Why is hyperinflation so hard to stop?

  1. What is an estimate of the price of AAA-rated bond that has nine years till maturity, a face value of 1000 dollars, and an APR coupon rate of 11 percent? Assume that the coupon payments are made annually (at the end of each year), and that the current market interest rate for AAA-rated, 8-year maturity bonds is 10 percent APR compounded annually. Show your work.
  2. What is an estimate of the price of AAA-rated bond that has nine years till maturity, a face value of 1000 dollars, and an APR coupon rate of 14 percent? Assume that the coupon payments are made semi-annually (at the end of each 6 months), and that the current market interest rate for AAA-rated, 9-year maturity bonds is 10 percent APR compounded semi-annually. Show your work.
  3. The Apr coupon rate on a bond is 6 percent (compounded quarterly) and yet the yield to maturity on the bond is 10 percent (compounded quarterly). The face value of the bond is 1000 dollar and will mature in 7 years. What is the price of the bond right now? Show your work
  4. Explain the Babysitting Story. How does this example help us understand monetary economics?
  5. Why is hyperinflation so hard to stop?
  6. Explain how municipal bonds are different from corporate bonds?
  7. Define the following terms: coupon rate, yield, maturity, face value, discount bond, premium bond
  8. Why is there an inverse relationship between seasoned coupon bond prices and yields?
  9. Why is the yield and the coupon rate of a brand new issue bond equal?
  10. News comes out today that the economy is much weaker than expected. Hence, this changes the expectation of future interest rates. What will happen to U.S. Treasury Bond Prices and Yields today as a result of the news? You will need to use the Mishkin and Eakins (in lecture 6) analysis in your answer and correctly label the graph.
  11. News comes out today that inflation is greater than expected. Hence, this changes the expectation of future interest rates. What will happen to U.S. Treasury Bond Prices and Yields today as a result of the news?
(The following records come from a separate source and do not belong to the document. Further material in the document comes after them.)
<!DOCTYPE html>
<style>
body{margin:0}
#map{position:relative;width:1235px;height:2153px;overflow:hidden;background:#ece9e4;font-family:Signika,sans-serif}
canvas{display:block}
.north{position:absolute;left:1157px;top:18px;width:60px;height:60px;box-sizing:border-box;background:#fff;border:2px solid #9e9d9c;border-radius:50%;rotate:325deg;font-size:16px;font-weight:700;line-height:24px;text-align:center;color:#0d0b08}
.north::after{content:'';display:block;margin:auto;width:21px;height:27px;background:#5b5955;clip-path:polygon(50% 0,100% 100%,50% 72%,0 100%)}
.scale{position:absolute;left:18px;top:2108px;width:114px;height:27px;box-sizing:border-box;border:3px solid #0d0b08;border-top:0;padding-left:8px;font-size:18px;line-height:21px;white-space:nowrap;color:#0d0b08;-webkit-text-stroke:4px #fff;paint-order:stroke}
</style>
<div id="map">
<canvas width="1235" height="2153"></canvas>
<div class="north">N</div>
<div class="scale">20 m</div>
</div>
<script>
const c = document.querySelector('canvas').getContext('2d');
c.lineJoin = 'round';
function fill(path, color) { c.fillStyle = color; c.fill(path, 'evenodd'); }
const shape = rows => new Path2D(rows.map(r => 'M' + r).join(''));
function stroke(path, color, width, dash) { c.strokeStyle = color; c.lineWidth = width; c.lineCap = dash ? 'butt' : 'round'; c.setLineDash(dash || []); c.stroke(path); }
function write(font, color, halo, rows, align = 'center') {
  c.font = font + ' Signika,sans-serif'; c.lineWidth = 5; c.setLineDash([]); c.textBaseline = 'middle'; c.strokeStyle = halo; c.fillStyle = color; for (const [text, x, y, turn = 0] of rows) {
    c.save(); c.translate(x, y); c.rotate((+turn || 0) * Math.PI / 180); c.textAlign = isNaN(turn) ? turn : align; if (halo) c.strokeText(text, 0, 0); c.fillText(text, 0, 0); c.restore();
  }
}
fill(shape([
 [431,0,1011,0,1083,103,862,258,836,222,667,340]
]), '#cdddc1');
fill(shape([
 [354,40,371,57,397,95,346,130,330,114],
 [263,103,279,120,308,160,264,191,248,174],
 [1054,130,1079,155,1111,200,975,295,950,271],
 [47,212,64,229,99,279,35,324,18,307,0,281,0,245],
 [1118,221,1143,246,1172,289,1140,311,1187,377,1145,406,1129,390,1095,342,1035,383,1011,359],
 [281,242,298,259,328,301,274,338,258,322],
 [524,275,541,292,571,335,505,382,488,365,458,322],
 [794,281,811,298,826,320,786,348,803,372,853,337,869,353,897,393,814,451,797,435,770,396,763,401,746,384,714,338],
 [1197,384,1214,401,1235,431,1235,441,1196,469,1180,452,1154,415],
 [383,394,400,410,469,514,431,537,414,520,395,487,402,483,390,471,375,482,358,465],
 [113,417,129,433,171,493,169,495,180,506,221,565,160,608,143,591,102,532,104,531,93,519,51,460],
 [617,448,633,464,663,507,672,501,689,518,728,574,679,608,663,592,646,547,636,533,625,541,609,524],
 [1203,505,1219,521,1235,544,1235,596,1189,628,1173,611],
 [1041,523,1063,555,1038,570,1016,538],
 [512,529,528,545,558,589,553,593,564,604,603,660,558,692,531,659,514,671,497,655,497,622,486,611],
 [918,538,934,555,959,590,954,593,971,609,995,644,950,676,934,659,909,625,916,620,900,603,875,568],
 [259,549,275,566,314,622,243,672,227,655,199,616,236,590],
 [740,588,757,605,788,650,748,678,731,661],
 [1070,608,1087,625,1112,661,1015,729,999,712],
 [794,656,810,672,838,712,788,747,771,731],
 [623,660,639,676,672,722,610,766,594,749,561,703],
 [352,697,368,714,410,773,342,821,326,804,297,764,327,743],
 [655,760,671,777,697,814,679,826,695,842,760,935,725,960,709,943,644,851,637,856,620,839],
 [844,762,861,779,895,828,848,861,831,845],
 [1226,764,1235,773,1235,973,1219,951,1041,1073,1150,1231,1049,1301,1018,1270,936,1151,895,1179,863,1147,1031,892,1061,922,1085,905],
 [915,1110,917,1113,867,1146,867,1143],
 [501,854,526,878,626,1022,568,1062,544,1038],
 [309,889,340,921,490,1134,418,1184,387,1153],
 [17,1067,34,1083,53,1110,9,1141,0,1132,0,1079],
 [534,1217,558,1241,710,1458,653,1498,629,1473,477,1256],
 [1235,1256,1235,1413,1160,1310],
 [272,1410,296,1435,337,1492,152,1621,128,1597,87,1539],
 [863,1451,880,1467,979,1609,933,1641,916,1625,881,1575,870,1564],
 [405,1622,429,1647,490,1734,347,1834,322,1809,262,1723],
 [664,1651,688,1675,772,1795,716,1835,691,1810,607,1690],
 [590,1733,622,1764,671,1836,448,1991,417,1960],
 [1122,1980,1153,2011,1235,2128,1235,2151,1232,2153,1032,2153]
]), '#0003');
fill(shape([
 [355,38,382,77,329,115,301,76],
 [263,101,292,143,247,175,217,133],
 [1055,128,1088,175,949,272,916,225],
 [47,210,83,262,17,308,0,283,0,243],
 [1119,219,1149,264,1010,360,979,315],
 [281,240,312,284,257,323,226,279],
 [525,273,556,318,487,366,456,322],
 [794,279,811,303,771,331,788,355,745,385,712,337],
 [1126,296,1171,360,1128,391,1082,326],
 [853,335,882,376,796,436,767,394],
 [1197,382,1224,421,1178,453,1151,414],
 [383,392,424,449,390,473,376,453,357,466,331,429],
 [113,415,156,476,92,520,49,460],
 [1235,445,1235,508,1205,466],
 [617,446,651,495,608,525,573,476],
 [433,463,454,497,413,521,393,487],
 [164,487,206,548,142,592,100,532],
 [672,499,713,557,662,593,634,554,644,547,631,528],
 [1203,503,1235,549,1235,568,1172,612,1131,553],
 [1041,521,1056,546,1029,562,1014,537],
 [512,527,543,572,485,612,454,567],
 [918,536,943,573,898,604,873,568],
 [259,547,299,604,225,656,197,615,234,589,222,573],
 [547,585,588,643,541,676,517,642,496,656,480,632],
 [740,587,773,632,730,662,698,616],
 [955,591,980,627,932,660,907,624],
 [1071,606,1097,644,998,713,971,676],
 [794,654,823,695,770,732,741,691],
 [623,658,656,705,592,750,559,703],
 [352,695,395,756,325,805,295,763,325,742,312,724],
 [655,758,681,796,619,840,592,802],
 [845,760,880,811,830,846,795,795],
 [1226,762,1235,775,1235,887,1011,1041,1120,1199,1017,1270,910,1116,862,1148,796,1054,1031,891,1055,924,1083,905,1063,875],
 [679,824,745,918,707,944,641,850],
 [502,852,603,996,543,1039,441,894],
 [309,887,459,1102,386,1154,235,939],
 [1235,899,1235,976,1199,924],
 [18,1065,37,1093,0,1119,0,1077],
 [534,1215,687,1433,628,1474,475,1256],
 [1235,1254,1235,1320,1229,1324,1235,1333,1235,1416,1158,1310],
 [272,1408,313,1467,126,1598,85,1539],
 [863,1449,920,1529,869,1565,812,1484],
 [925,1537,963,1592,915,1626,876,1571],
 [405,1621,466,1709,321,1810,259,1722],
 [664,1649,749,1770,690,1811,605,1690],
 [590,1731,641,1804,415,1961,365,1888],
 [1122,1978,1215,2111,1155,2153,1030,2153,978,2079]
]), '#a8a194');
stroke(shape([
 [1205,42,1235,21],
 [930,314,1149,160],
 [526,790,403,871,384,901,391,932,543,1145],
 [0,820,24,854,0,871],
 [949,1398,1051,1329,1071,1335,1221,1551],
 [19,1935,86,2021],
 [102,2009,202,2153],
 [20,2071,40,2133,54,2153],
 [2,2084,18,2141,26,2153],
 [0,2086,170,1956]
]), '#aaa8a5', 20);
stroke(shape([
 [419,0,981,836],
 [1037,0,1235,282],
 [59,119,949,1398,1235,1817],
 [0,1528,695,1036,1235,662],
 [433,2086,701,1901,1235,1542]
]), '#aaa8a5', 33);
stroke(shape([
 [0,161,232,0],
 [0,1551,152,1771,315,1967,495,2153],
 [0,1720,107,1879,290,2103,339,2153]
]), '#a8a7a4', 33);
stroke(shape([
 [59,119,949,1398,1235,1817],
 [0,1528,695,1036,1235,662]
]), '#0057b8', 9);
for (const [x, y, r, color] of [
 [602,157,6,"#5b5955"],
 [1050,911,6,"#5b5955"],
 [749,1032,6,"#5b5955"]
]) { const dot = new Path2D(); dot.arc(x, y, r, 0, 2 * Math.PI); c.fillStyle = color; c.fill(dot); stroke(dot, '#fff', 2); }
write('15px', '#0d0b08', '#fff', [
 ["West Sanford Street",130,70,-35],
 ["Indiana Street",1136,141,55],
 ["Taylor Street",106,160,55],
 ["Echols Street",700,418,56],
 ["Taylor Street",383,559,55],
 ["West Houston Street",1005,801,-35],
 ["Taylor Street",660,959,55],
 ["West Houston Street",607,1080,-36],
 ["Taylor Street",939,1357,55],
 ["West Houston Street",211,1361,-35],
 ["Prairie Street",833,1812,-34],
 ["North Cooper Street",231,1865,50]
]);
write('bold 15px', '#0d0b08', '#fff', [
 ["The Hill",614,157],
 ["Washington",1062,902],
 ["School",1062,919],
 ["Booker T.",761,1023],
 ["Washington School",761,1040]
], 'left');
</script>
You will need to use the Mishkin and Eakins (in lecture 6) analysis in your answer and correctly label the graph.
  12. News comes out today that suggests that the stock market is much more attractive than before (corporate earnings have gone up greatly).What will happen to U.S. Treasury Bond Prices and Yields today as a result of the news? You will need to use the Mishkin and Eakins (in lecture 6) analysis in your answer and correctly label the graph.
  13. News comes out today that suggests that the stock market is much less attractive than before (corporate earnings have gone down greatly).What will happen to U.S. Treasury Bond Prices and Yields today as a result of the news? You will need to use the Mishkin and Eakins (in lecture 6) analysis in your answer and correctly label the graph.
  14. Why does a flat or downward sloping yield curve usually predict a recession? Explain
  15. What type of bonds have more interest rate risk? Why?
  16. What is a callable bond?
  17. How do you calculate stand-alone expected return?
  18. How to you calculate stand-alone risk?
  19. Explain what standard deviation is to someone who does not understand any statistics.
  20. You are going to create a portfolio of two different stocks (50 percent of each in the portfolio). Why can’t you usually take the weighted average of the two individual stock’s standard deviations to calculate the portfolio risk?
  21. Why does the average 2-stock portfolio give you the same expected return as the average 1-stock portfolio?
  22. Why does the average 2-stock portfolio give you lower risk than the average 1-stock portfolio? (don’t use coin flip example in your answer)
  23. Use the coin flip example to show why diversification lowers risk without sacrificing expected return.
  24. Why are there diminishing returns to diversification? That is, as you add more stocks, the marginal benefits go down. Why?
  25. How did we calculate beta of McDonald’s? Explain in detail.
  26. Explain the difference between micro and macro risk.
  27. Do you receive compensation for bearing micro risk in the CAPM? Explain

Questions 28-31 use the following information: Assume there are 2 portfolios. Portfolio A holds just McDonalds and has a beta of 1.1. Portfolio B holds 100 stocks and has a beta of 1.1.

  1. Which portfolio has a greater standard deviation? Why? Explain
  2. Which portfolio has the higher expected return according to CAPM? Explain.
  3. Draw the scatterplots of the two portfolios relative to the Standard and Poor’s 500.
  4. Why do we get the same expected return for Portfolio A and B (according to CAPM) even though Portfolio A has more standard deviation?
  5. What is the shape of the security market line? Explain. Draw the graph.
  6. What did Fama and French find out about the CAPM? Explain.
  7. Instead of Beta, what did Fama and French find that worked better than beta? Explain.
  8. Why does CAPM do so badly at predicting returns?
  9. Why do we continue to use CAPM despite it not working? You could talk about QWERTY in your answer.